* Exercise requirements *
Copy out each line below that has the word "Good" in it.
■ ■ ■ ■ ■
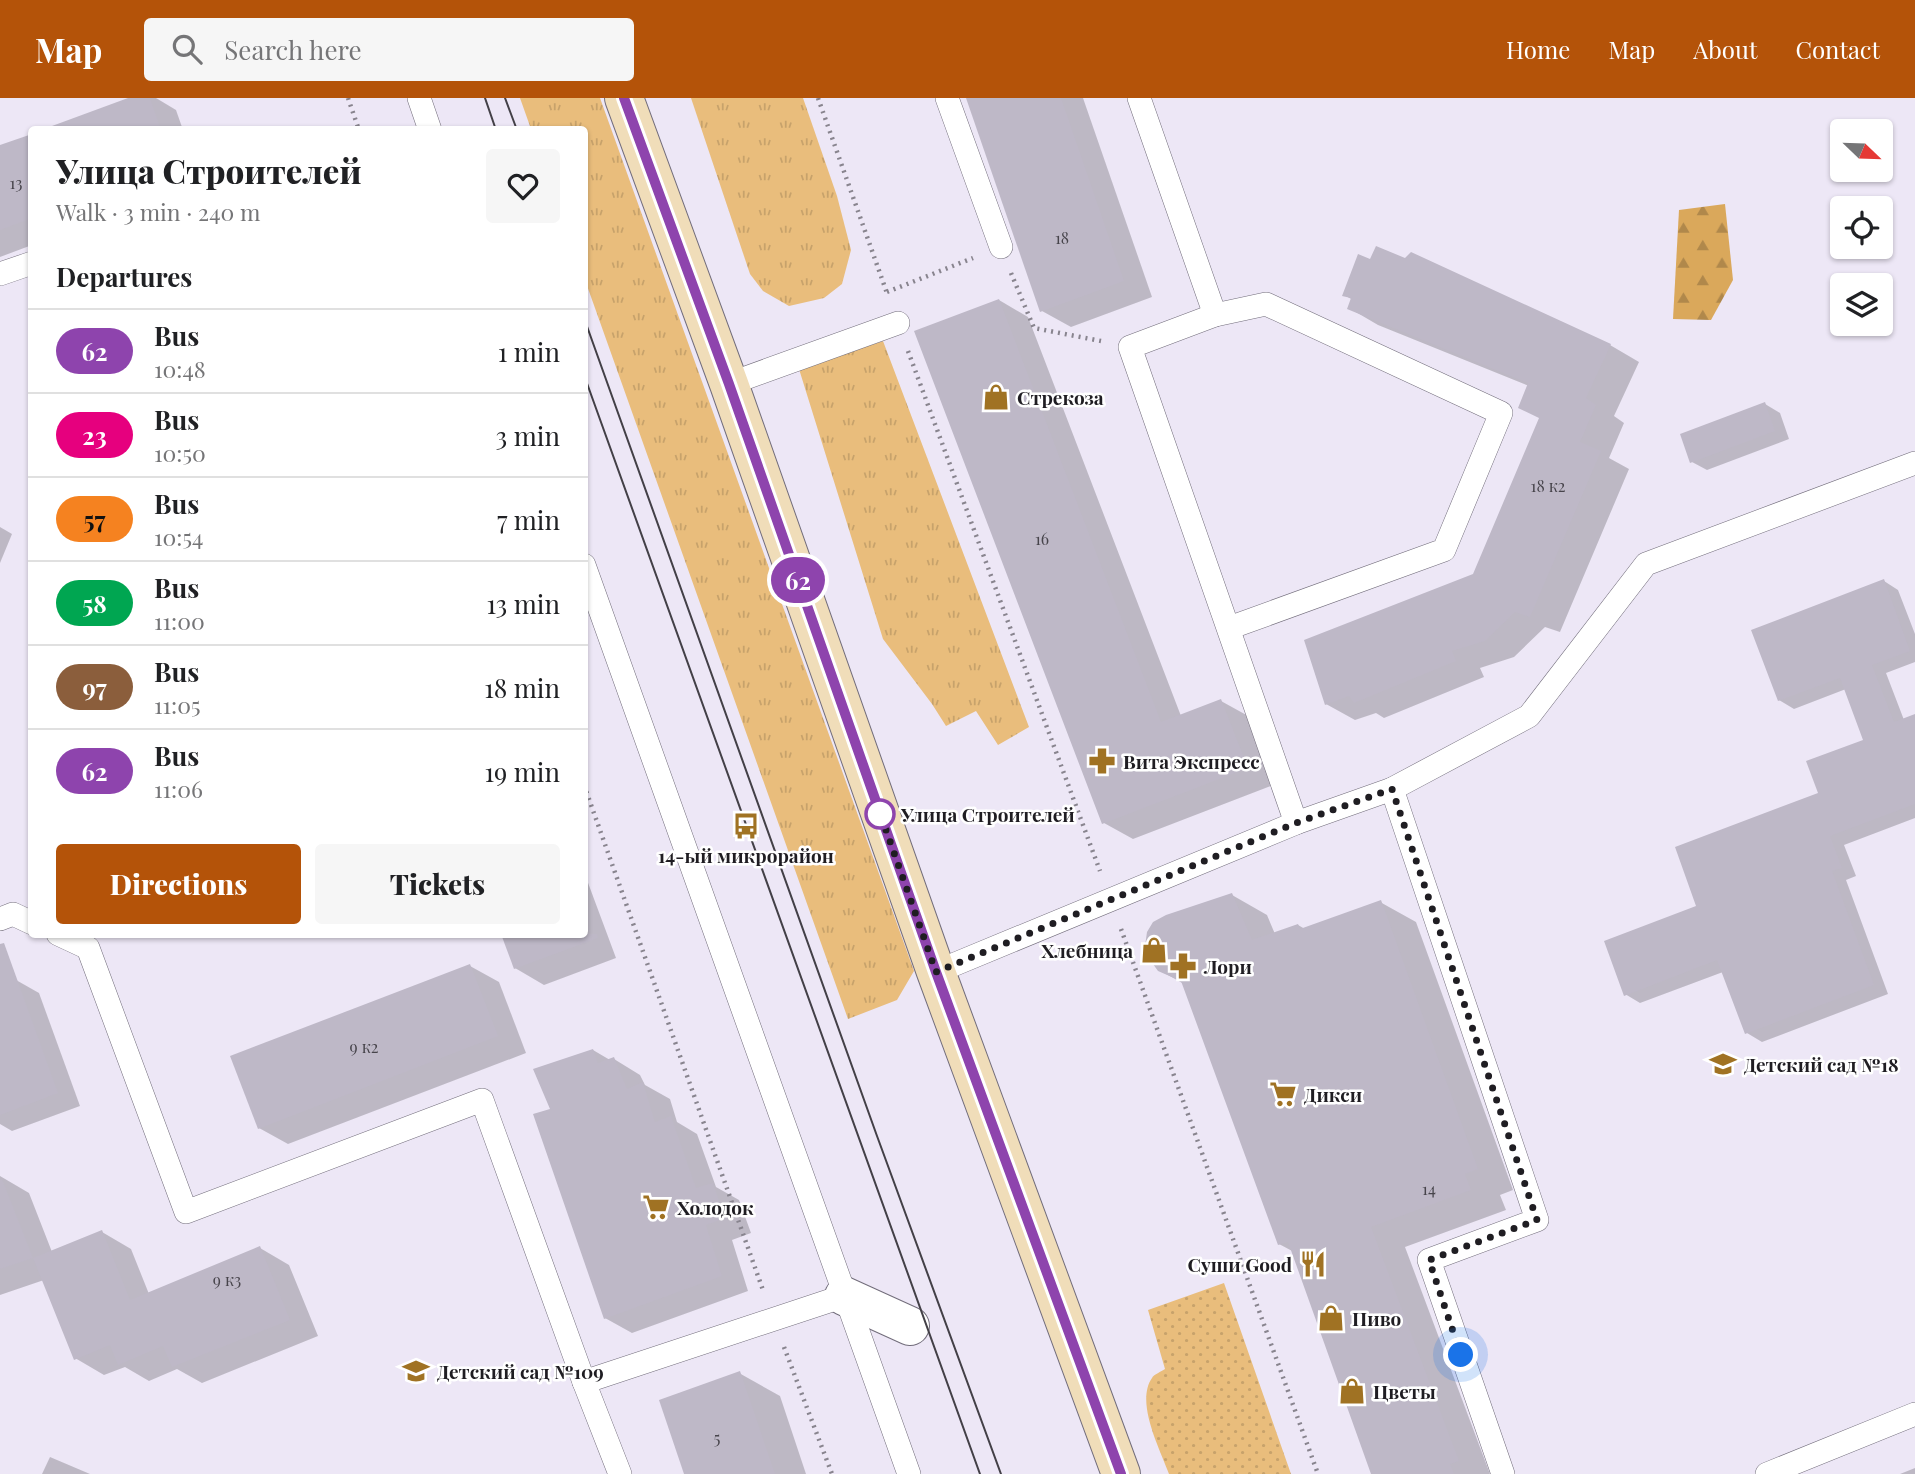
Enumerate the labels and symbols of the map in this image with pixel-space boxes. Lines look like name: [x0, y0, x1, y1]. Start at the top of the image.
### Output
north arrow: [1830, 119, 1894, 182]
house number: 13: [10, 172, 22, 193]
house number: 18: [1055, 227, 1069, 248]
shop icon: Стрекоза: [981, 382, 1011, 412]
place label: Стрекоза: [1017, 384, 1104, 410]
house number: 18 к2: [1530, 475, 1566, 496]
house number: 16: [1035, 528, 1049, 549]
line badge: 62: [766, 557, 830, 603]
pharmacy icon: Вита Экспресс: [1087, 746, 1117, 776]
place label: Вита Экспресс: [1123, 748, 1260, 774]
marker: Улица Строителей: [865, 799, 895, 829]
place label: Улица Строителей: [900, 801, 1075, 827]
bus stop icon: 14-ый микрорайон: [731, 811, 761, 841]
place label: 14-ый микрорайон: [658, 842, 834, 868]
shop icon: Хлебница: [1139, 935, 1169, 965]
place label: Хлебница: [1041, 937, 1133, 963]
pharmacy icon: Лори: [1168, 951, 1198, 981]
place label: Лори: [1203, 953, 1252, 979]
house number: 9 к2: [350, 1036, 378, 1057]
school or university icon: Детский сад №18: [1708, 1049, 1738, 1079]
place label: Детский сад №18: [1744, 1051, 1899, 1077]
supermarket icon: Дикси: [1268, 1079, 1298, 1109]
place label: Дикси: [1304, 1081, 1362, 1107]
house number: 14: [1422, 1178, 1436, 1199]
supermarket icon: Холодок: [641, 1192, 671, 1222]
place label: Холодок: [677, 1194, 754, 1220]
restaurant icon: Суши Good: [1298, 1249, 1328, 1279]
place label: Суши Good: [1188, 1251, 1293, 1277]
house number: 9 к3: [213, 1269, 241, 1290]
shop icon: Пиво: [1316, 1303, 1346, 1333]
place label: Пиво: [1352, 1305, 1402, 1331]
your location: [1443, 1337, 1478, 1372]
school or university icon: Детский сад №109: [401, 1356, 431, 1386]
place label: Детский сад №109: [437, 1358, 604, 1384]
shop icon: Цветы: [1337, 1376, 1367, 1406]
place label: Цветы: [1373, 1378, 1436, 1404]
house number: 5: [714, 1427, 720, 1448]

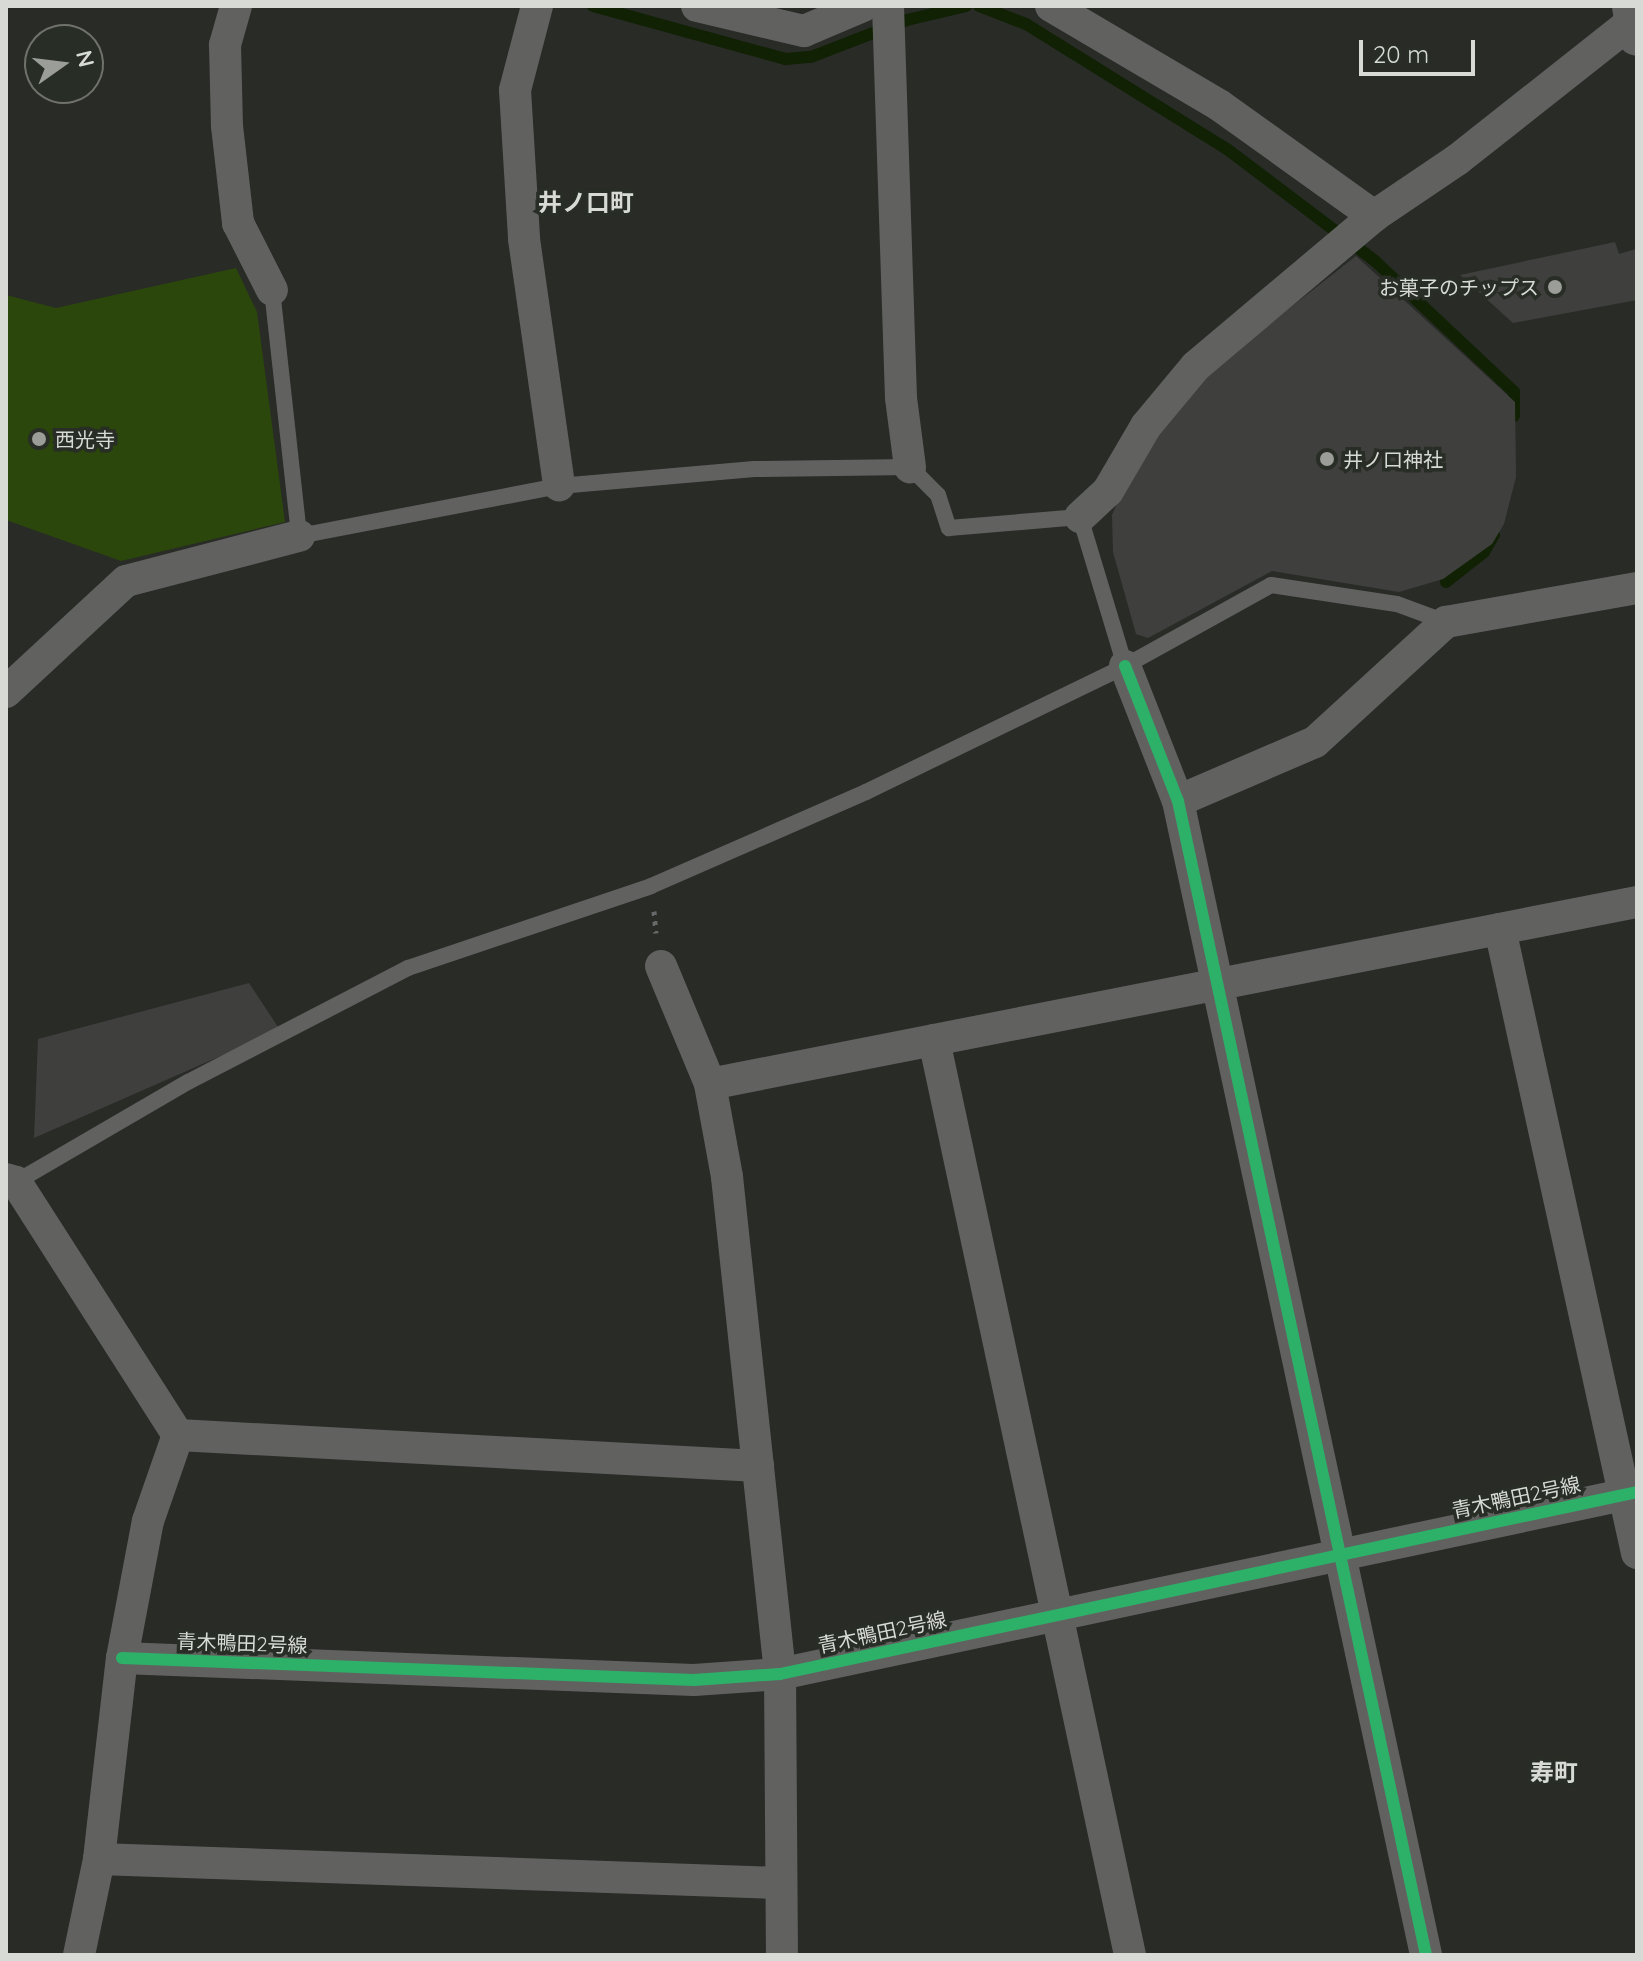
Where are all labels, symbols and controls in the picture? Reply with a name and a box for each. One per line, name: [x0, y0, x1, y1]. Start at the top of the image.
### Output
north arrow: [24, 24, 104, 104]
scale bar: [1363, 24, 1479, 74]
text: 20 m: [1373, 39, 1429, 69]
text: N: [70, 47, 101, 70]
district label: 井ノ口町: [538, 189, 634, 217]
place label: お菓子のチップス: [1379, 275, 1539, 299]
marker: お菓子のチップス: [1546, 278, 1564, 296]
place label: 西光寺: [55, 427, 115, 451]
marker: 西光寺: [30, 430, 48, 448]
place label: 井ノ口神社: [1343, 447, 1443, 471]
marker: 井ノ口神社: [1318, 450, 1336, 468]
street label: 青木鴨田2号線: [1449, 1472, 1583, 1522]
street label: 青木鴨田2号線: [815, 1607, 949, 1657]
street label: 青木鴨田2号線: [176, 1629, 308, 1657]
district label: 寿町: [1530, 1759, 1578, 1787]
■ ■ ■ ■ ■
* Response for this exercise *
restaurant icon: Суши Good: [1298, 1249, 1328, 1279]
place label: Суши Good: [1188, 1251, 1293, 1277]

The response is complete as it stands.